Problem statement:
Go through the data below. List every line that holds the word "down".

Supplied data:
________________

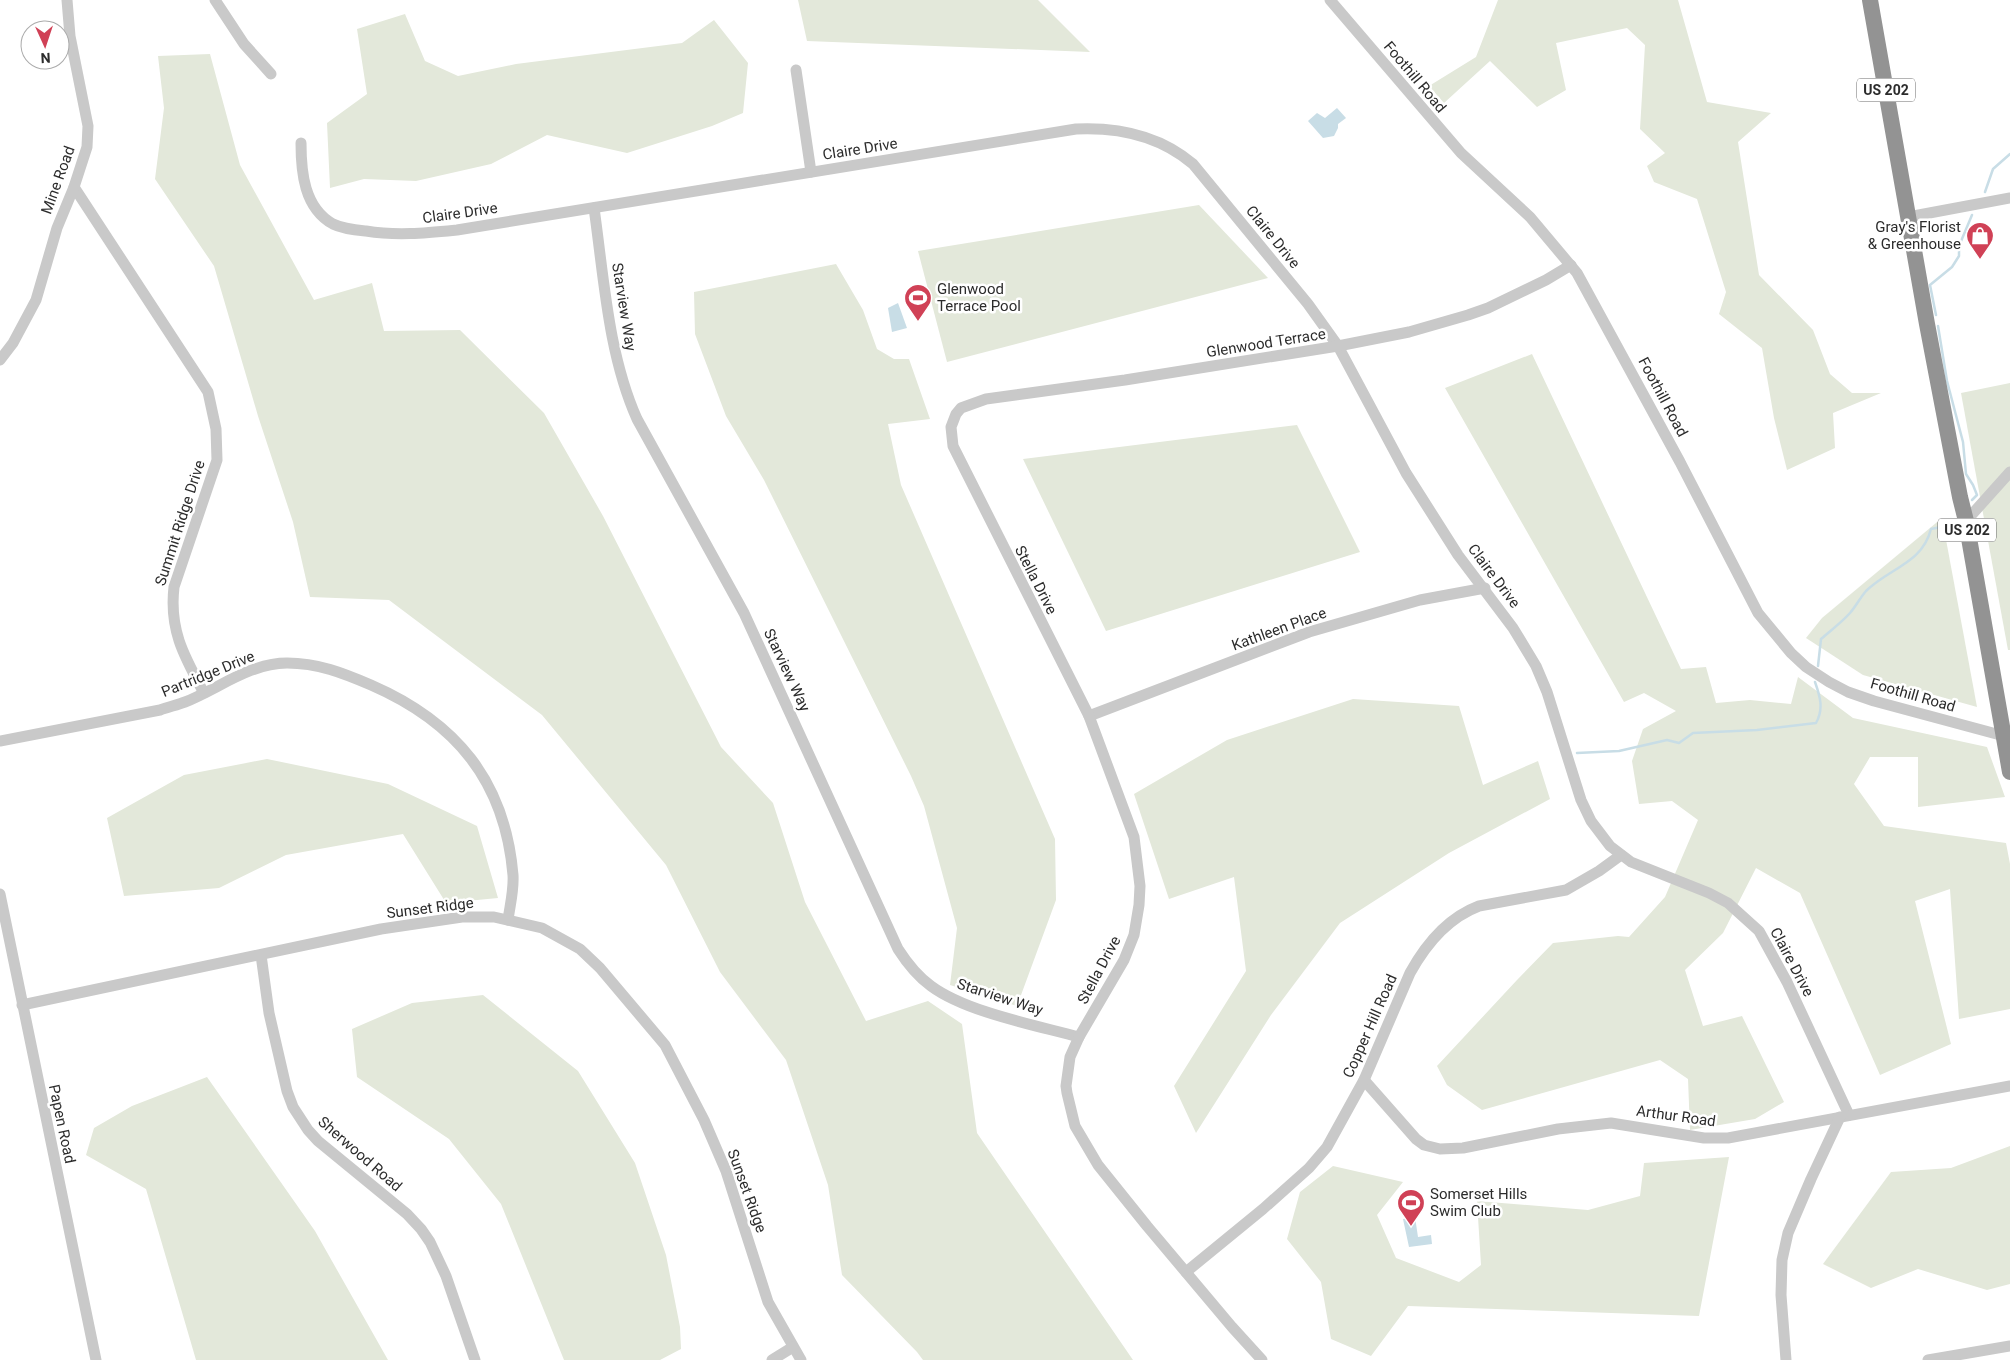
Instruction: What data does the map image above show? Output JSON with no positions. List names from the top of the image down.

________________

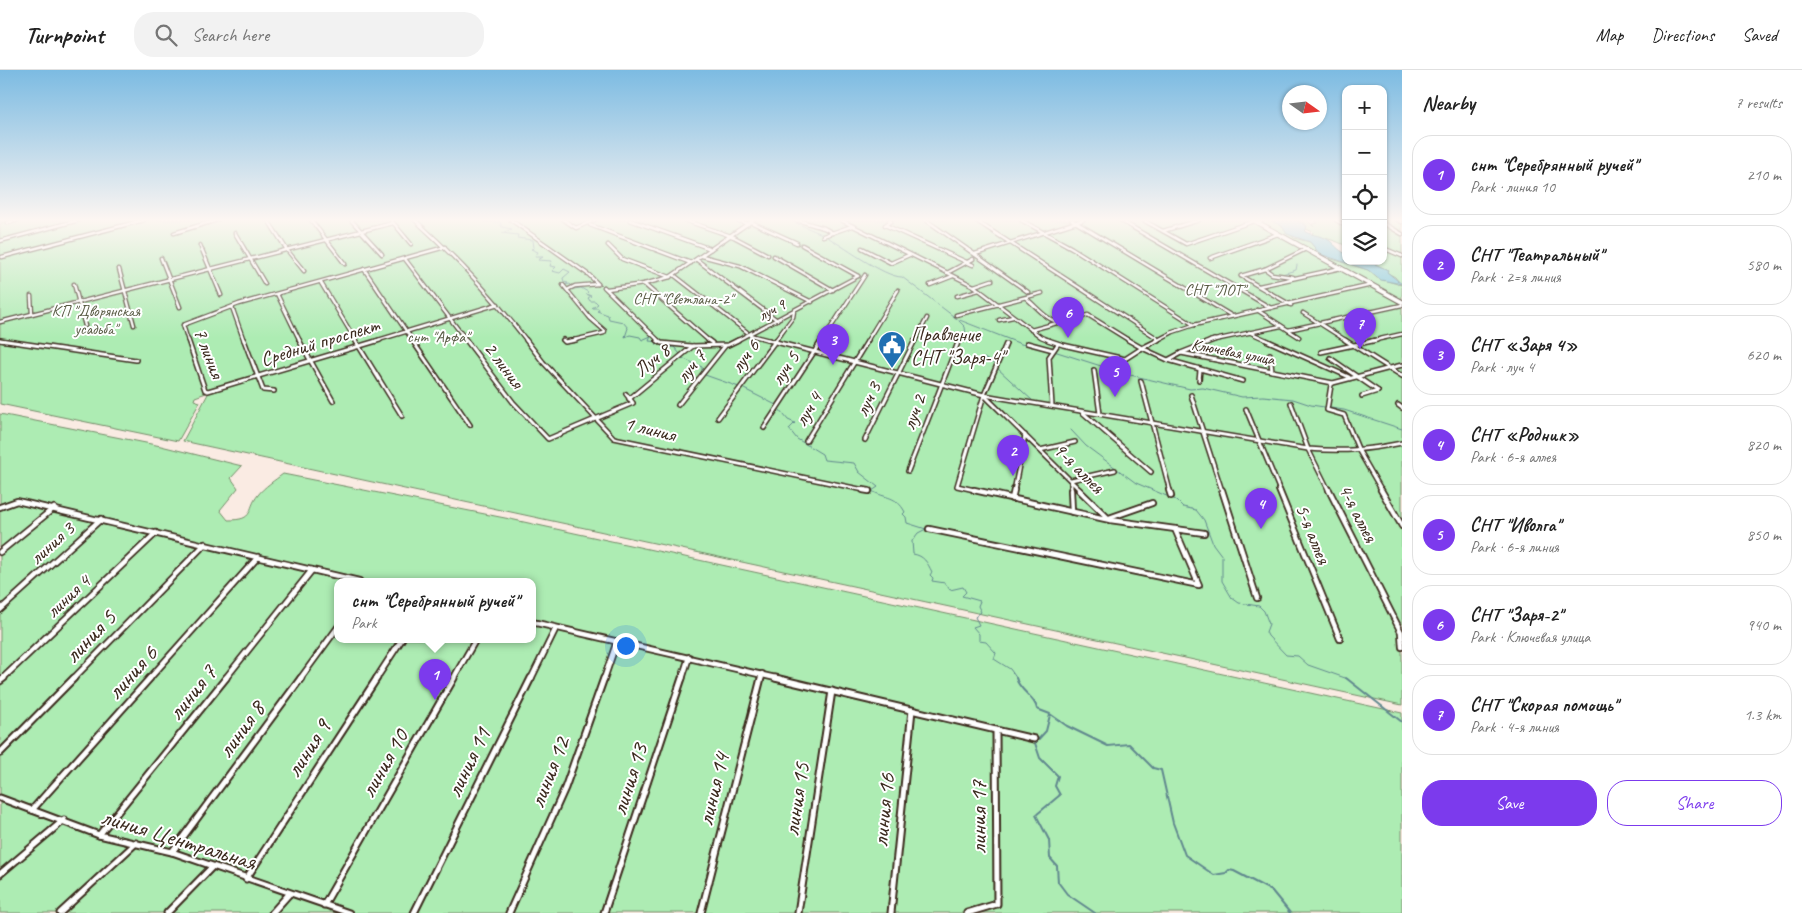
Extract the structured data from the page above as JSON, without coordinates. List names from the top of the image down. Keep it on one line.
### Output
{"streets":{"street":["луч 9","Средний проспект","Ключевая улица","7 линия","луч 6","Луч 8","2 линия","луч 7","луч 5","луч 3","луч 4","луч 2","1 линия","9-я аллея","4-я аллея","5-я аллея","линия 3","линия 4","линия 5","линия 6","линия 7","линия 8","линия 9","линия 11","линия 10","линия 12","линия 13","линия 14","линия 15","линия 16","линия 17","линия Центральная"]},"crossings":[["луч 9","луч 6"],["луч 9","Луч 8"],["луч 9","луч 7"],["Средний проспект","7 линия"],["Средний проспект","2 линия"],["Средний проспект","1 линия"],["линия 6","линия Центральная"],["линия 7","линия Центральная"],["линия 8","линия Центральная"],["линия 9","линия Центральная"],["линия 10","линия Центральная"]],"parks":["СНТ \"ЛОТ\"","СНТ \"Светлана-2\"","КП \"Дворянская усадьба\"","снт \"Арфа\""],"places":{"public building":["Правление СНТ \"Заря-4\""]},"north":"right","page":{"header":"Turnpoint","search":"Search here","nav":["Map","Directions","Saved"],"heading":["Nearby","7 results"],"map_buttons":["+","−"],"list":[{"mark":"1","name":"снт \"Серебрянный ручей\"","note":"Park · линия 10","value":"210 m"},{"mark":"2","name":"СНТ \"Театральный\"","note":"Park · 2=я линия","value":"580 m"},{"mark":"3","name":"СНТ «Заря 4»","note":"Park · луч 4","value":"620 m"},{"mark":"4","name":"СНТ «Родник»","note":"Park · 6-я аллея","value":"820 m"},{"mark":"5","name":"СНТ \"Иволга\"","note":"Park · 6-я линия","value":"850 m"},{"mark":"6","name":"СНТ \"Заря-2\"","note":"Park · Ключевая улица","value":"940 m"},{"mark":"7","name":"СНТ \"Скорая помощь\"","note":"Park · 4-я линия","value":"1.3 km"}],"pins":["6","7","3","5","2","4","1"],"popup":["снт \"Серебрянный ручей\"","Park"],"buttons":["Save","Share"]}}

________________

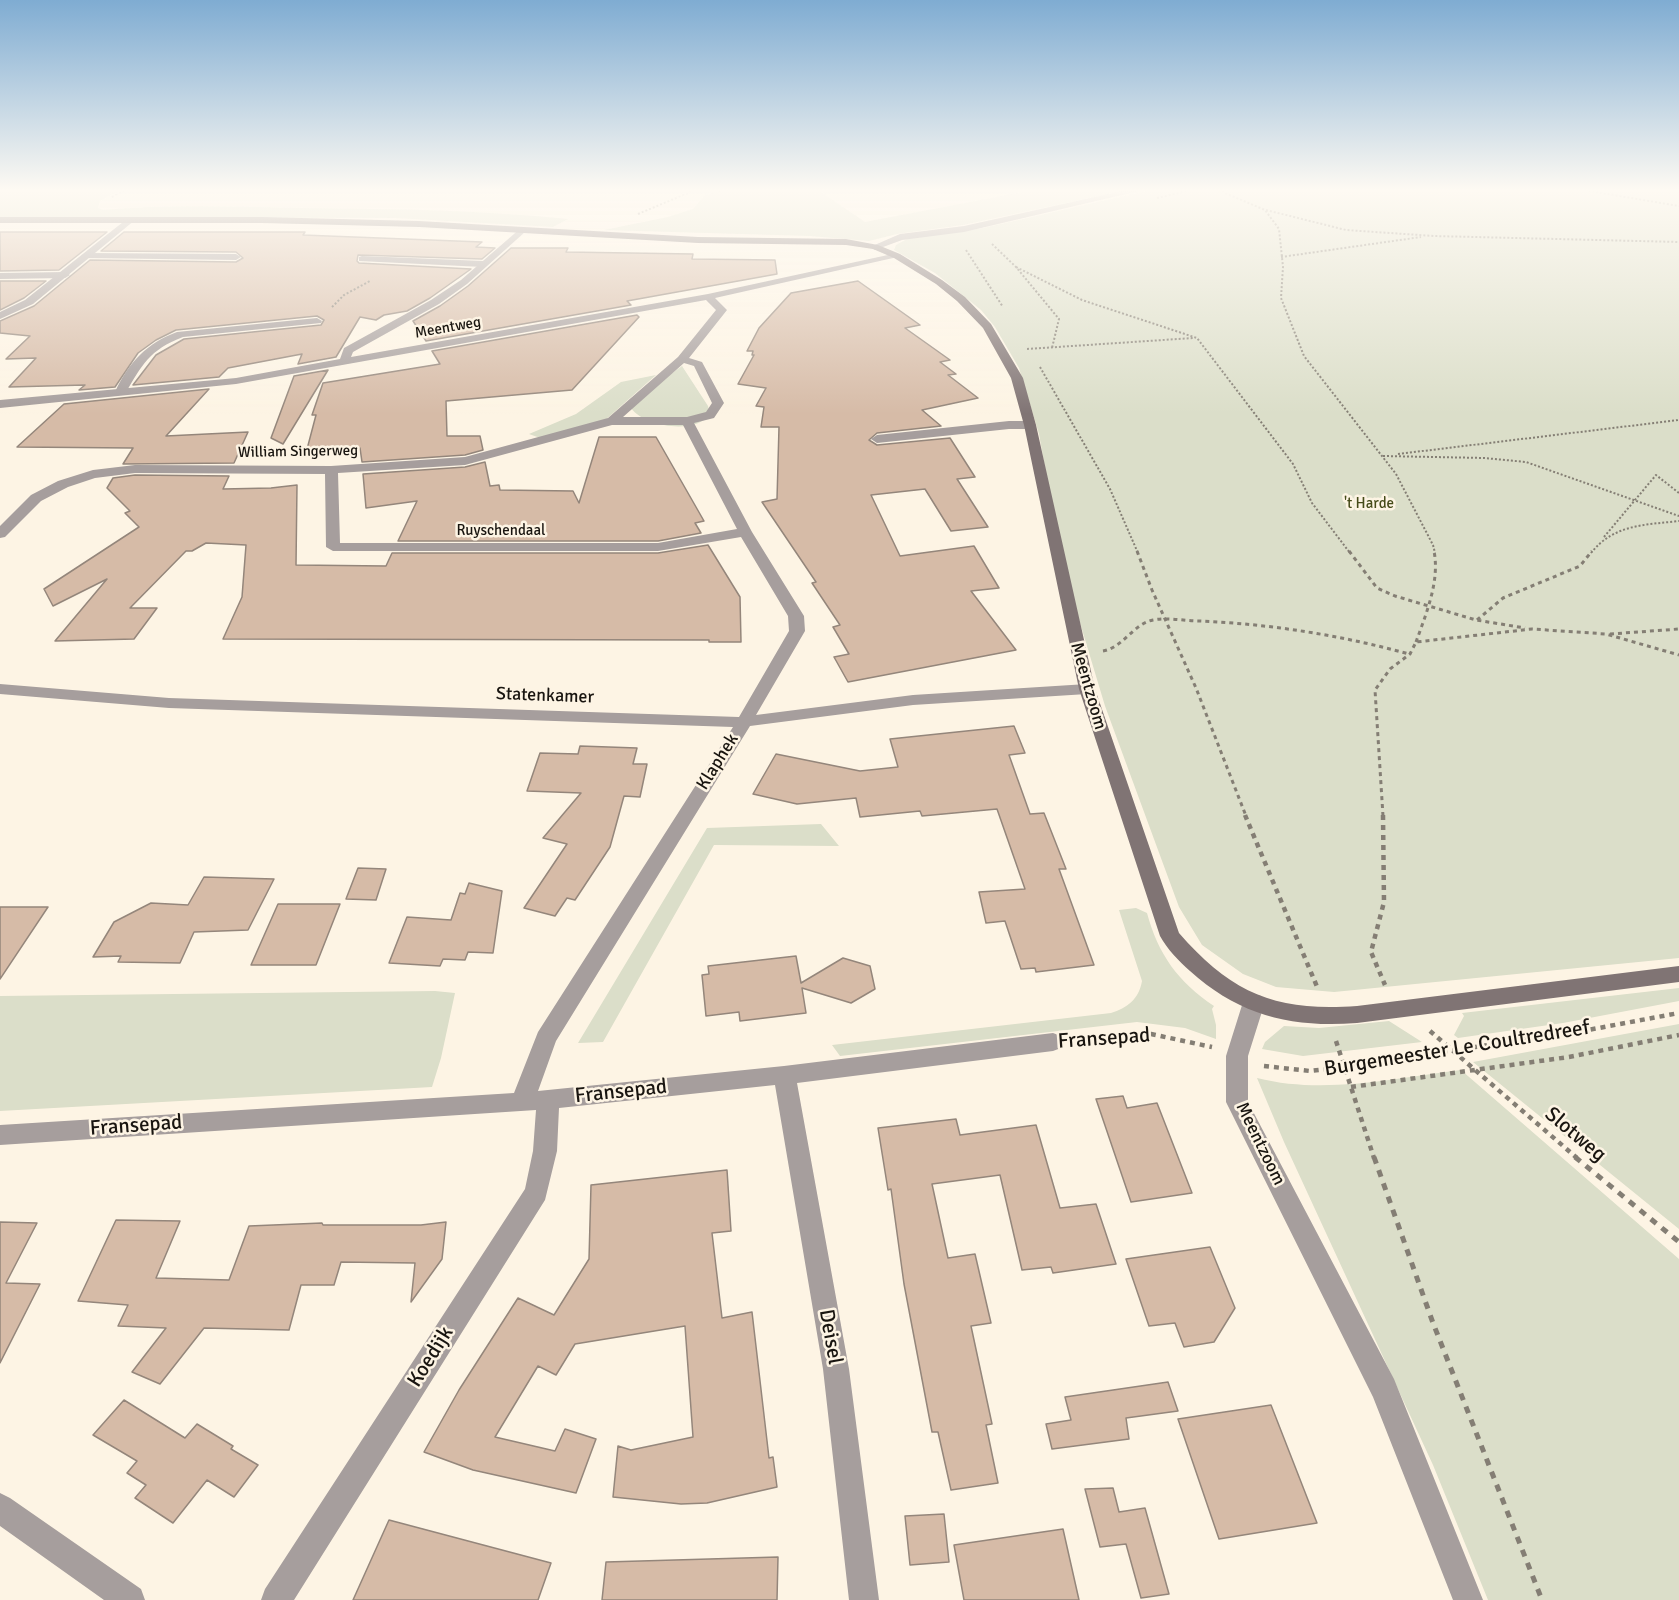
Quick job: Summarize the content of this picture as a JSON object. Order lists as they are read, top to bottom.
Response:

________________

Reply to the task:
Instruction: What data does the map image above show? Output JSON with no positions. List names from the top of the image down.
Extract the structured data from the page above as JSON, without coordinates. List names from the top of the image down. Keep it on one line.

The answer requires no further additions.